---------- Data listing ----------

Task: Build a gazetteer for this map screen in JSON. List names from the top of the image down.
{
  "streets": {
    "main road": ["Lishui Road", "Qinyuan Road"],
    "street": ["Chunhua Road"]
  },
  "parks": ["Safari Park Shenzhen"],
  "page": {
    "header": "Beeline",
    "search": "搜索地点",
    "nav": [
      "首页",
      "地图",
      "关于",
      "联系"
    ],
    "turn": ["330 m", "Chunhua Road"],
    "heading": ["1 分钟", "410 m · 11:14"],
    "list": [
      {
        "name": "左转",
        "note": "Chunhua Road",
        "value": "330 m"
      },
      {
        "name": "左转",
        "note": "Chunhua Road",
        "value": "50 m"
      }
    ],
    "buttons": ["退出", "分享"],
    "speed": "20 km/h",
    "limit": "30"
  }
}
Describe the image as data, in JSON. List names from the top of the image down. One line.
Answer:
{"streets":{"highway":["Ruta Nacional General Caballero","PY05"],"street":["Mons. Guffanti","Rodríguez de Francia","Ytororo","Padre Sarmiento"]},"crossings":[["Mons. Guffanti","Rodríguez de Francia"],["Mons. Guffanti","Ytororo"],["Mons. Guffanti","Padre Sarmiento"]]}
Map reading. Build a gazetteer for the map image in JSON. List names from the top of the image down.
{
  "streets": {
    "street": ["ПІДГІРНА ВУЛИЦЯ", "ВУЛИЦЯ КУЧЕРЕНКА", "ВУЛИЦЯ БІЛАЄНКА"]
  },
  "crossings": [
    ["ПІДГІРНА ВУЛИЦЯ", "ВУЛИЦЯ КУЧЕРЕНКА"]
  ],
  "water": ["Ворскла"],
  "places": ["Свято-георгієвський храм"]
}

----------

> What to produce: Beginning at the line with "Describe the image", write out each line exactly as it stands until the listing ends, and add nothing.

> Written reply:
Describe the image as data, in JSON. List names from the top of the image down. One line.
Answer:
{"streets":{"highway":["Ruta Nacional General Caballero","PY05"],"street":["Mons. Guffanti","Rodríguez de Francia","Ytororo","Padre Sarmiento"]},"crossings":[["Mons. Guffanti","Rodríguez de Francia"],["Mons. Guffanti","Ytororo"],["Mons. Guffanti","Padre Sarmiento"]]}
Map reading. Build a gazetteer for the map image in JSON. List names from the top of the image down.
{
  "streets": {
    "street": ["ПІДГІРНА ВУЛИЦЯ", "ВУЛИЦЯ КУЧЕРЕНКА", "ВУЛИЦЯ БІЛАЄНКА"]
  },
  "crossings": [
    ["ПІДГІРНА ВУЛИЦЯ", "ВУЛИЦЯ КУЧЕРЕНКА"]
  ],
  "water": ["Ворскла"],
  "places": ["Свято-георгієвський храм"]
}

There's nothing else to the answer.